Some view the Shareholder Rule as long enshrined under English law. Phillimore LJ described it as "well settled" in 1914 (Woodhouse & Co Ltd v Woodhouse (1914) 30 TLR 559) and approving remarks have been made about the rule at the appellate level and at the Supreme Court. However, Picken J has questioned the trend of using Woodhouse as an authority for the rule, stating in Aabar Holdings v Glencore that "despite the absence of any analysis of the Shareholder Rule in Woodhouse, it is a case that has been cited in subsequent cases at first instance which have assumed, apparently without question and anyway without analysis, the existence of the Shareholder Rule".

The Aabar Holdings v Glencore judgment outlines that the rule's early support in case law does not provide justification to the Shareholder Rule when considering it from a joint interest standpoint. Mr Richard Hill KC, acting for Glencore PLC, argued that the rule today is "anomalous, unprincipled and should no longer be applied".

The judgment

All parties agreed that the Shareholder Rule is not, or can no longer be, founded on the principle that a shareholder has a proprietary interest. Instead, the critical question to be determined was whether the rule can be sustained on the basis that a joint interest privilege arises between a shareholder and a company.

Picken J ultimately held that the Shareholder Rule cannot be supported by joint interest principles and, consequently, does not exist. In deciding this, Picken J noted that:

  • Woodhouse and Gouraud, key early cases said to underpin the rule, were "plainly premised on there needing to be a proprietary interest". Cases following these early judgments failed to provide separate analysis of the rule that supported a joint interest analysis.
  • Though several cases made reference to the concept of joint interest privilege, such cases did not themselves involve the application of the Shareholder Rule (James-Bowen v Comr of Police of the Metropolis [2018] 4 All ER 1007, [2018] UKSC 40). Considering relevant case law in detail, the rule is not supported by any binding authority. Picken J acknowledged recent cases in Bermuda that supported the rule but highlighted that such cases do not bind English courts.
  • The concept of joint interest privilege is not a "freestanding concept", it is "merely an umbrella term that has been used to describe a variety of different situations in which one party is unable to assert privilege against another".
  • If there was such a concept as joint interest privilege, there would be no justification for a conclusion that it applies in any generalised sense to the relationship between companies and shareholders. The authorities analysed do not support this idea and arguments in favour of the rule are not sufficient to override a company's fundamental right to privilege.
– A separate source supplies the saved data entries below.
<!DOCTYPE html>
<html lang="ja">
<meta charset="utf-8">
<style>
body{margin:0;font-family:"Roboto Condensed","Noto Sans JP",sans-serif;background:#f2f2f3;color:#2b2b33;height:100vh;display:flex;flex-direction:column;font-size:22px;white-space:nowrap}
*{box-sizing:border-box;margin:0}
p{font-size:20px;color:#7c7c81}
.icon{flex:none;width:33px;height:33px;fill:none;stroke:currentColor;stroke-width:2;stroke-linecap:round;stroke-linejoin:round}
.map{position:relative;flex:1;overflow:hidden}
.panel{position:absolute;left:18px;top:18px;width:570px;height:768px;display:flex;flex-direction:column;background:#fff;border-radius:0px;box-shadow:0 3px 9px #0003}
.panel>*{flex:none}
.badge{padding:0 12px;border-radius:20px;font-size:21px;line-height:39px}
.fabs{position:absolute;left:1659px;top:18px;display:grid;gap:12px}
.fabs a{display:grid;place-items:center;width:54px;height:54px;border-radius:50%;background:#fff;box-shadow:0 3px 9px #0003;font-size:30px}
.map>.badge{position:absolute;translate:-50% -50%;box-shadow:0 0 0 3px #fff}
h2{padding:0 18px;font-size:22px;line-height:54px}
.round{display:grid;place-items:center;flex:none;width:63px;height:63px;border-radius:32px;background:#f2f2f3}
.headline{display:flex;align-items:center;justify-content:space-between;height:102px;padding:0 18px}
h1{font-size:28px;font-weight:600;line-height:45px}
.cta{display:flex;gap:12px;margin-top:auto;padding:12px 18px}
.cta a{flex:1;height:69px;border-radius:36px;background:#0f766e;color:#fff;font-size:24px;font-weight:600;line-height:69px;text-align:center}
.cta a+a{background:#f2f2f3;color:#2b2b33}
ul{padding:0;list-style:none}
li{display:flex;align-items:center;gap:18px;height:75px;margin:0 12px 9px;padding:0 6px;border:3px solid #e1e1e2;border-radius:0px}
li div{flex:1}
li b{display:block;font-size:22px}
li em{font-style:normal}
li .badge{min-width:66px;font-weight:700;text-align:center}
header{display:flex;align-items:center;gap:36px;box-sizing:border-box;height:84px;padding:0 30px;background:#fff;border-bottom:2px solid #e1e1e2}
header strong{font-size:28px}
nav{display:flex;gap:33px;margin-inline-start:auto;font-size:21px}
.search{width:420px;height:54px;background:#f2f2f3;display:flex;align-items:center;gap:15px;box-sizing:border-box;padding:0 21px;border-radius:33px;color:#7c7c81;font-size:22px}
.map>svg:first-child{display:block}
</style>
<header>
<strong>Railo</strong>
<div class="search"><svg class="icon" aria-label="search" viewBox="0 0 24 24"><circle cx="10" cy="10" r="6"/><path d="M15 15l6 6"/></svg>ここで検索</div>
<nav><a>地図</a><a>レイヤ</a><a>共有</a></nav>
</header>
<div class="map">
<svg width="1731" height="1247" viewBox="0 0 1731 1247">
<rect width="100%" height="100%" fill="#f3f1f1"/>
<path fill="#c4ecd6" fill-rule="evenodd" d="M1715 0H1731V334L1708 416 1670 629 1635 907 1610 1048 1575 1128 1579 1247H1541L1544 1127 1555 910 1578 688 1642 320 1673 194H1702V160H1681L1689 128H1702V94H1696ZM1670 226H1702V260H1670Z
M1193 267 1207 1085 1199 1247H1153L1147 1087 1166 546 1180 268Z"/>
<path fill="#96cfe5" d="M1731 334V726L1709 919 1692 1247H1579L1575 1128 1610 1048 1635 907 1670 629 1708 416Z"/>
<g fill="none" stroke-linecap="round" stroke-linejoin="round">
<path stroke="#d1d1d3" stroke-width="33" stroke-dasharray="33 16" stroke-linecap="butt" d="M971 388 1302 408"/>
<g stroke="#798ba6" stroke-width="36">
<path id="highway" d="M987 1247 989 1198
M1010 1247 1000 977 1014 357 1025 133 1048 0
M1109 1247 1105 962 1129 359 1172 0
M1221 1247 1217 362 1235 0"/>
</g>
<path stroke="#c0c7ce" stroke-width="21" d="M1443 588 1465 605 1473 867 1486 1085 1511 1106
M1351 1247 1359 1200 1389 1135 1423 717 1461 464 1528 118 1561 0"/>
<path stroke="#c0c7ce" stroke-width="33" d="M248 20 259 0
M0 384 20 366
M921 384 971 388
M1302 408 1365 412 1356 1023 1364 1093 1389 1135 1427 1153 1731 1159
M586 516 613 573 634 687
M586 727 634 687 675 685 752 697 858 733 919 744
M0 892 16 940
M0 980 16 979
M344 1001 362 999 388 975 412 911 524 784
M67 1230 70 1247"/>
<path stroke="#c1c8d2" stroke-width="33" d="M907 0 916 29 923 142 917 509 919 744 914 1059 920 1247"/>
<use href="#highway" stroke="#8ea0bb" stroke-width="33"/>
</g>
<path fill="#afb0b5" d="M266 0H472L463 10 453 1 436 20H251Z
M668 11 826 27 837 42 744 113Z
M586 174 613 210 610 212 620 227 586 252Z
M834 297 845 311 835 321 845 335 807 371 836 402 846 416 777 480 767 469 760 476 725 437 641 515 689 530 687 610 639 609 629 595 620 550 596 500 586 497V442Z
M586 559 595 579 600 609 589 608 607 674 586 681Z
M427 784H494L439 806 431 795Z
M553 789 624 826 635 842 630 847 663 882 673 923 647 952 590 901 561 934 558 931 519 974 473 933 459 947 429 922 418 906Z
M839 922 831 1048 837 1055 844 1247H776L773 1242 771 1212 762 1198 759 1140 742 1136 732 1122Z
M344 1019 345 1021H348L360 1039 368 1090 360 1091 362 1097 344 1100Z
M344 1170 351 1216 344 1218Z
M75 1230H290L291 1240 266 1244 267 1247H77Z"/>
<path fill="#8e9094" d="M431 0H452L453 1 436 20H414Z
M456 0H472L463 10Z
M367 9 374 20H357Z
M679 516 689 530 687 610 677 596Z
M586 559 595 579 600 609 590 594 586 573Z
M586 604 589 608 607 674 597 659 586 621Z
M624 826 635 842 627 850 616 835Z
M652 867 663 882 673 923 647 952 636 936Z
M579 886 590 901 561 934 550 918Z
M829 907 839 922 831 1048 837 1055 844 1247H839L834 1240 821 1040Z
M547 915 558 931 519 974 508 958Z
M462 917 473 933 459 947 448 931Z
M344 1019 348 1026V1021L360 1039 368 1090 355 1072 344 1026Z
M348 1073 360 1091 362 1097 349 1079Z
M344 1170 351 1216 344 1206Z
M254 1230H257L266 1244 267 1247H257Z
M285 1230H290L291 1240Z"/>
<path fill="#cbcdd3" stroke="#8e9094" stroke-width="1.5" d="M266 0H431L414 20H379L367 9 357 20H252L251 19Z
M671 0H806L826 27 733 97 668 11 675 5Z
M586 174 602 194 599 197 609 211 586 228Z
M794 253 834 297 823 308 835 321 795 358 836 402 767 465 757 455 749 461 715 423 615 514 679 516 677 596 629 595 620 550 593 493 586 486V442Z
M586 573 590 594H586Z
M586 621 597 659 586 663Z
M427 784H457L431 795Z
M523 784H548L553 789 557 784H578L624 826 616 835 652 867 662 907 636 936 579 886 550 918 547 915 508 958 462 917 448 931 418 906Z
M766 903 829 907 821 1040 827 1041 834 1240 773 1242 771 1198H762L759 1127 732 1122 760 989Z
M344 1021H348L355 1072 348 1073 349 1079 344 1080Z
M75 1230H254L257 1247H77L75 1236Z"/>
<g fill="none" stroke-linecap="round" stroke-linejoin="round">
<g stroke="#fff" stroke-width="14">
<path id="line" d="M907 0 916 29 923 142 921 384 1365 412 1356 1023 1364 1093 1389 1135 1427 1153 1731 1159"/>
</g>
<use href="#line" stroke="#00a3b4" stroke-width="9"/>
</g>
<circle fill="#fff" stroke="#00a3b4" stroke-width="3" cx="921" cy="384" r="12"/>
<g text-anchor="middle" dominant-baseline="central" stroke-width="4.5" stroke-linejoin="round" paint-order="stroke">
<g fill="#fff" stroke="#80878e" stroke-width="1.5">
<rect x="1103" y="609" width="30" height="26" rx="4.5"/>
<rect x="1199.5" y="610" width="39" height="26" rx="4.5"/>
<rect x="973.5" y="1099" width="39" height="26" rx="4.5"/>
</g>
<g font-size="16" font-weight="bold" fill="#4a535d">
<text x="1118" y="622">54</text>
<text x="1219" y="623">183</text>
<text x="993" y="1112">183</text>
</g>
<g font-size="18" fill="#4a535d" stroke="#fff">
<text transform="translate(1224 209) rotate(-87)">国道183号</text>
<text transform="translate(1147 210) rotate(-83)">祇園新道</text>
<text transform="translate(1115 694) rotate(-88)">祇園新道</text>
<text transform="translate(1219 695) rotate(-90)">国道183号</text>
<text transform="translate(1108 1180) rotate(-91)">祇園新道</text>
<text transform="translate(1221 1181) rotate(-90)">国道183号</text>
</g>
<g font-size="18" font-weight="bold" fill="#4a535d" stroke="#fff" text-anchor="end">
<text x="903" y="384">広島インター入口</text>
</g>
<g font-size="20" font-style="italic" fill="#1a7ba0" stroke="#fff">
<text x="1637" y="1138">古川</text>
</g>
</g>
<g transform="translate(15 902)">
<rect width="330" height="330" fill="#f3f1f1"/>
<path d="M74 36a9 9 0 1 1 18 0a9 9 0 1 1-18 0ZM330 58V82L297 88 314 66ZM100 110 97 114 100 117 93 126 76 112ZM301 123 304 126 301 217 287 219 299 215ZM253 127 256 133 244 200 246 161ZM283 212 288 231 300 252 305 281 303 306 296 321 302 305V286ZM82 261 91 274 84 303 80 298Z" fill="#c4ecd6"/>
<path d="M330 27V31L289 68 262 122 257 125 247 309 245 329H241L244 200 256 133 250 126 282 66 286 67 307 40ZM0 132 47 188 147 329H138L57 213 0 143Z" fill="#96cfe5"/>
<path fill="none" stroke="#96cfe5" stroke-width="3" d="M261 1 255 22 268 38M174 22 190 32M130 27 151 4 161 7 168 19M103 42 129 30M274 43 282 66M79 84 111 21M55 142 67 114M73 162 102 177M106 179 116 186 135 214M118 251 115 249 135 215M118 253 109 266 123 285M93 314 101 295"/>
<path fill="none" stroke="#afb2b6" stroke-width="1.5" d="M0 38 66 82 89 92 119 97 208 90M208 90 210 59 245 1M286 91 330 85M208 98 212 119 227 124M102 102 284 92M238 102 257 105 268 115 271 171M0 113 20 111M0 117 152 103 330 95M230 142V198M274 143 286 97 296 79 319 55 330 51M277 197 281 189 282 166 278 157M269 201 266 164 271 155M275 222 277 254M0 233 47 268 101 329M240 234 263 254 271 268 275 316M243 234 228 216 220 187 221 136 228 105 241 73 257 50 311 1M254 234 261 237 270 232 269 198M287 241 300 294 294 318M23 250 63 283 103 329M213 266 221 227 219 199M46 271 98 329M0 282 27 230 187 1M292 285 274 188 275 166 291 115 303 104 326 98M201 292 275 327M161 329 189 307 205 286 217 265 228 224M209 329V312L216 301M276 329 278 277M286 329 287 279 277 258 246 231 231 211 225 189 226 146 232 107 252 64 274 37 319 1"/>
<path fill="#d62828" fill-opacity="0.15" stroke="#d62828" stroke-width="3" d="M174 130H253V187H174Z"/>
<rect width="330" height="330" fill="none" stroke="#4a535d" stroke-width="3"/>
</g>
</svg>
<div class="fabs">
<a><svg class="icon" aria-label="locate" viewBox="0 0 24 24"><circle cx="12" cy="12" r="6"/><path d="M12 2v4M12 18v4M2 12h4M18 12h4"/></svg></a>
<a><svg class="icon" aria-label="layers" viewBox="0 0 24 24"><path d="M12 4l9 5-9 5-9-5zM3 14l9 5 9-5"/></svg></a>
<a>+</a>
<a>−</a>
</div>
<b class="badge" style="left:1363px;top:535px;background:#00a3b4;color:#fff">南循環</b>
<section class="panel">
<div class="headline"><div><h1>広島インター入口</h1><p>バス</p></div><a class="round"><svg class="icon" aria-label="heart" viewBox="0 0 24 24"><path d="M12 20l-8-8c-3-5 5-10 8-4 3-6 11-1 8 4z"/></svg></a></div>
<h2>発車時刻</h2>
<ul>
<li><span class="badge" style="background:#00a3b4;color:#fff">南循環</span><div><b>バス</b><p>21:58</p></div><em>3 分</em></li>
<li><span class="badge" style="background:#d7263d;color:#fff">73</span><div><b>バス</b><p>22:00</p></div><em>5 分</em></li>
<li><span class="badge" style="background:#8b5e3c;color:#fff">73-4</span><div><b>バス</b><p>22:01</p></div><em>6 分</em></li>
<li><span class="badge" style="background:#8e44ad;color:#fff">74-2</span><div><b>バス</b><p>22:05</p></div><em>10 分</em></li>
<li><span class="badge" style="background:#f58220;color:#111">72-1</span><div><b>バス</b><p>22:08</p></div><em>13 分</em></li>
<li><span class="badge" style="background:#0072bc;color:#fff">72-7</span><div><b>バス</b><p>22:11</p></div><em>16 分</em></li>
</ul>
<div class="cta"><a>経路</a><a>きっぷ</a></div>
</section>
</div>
Picken J concluded the judgment by making several observations about the application and scope of the rule if it were to exist. This commentary may be useful if the case is subject to a successful appeal. In particular, the judge found that the rule could apply retrospectively, would extend to privileged documents belonging to subsidiary companies and would apply to legal advice and litigation privilege (but not without prejudice privilege).

In conclusion

Arguments in favour of the Shareholder Rule have been insufficient to overpower a company's fundamental right to privilege, even against its shareholders. Picken J commented that the rule would unduly limit the scope of privilege, leaving a company's right to privilege open to challenges from a variety of parties.

The judgment may have international consequences in common law jurisdictions, where case law to date has been supportive of the Shareholder Rule.

Absent a successful appeal, the judgment provides a clear decision as to the status of the rule. Minority shareholders seeking remedies against defendant companies should take note – they will struggle to make an argument that they are entitled to the company's privileged documents.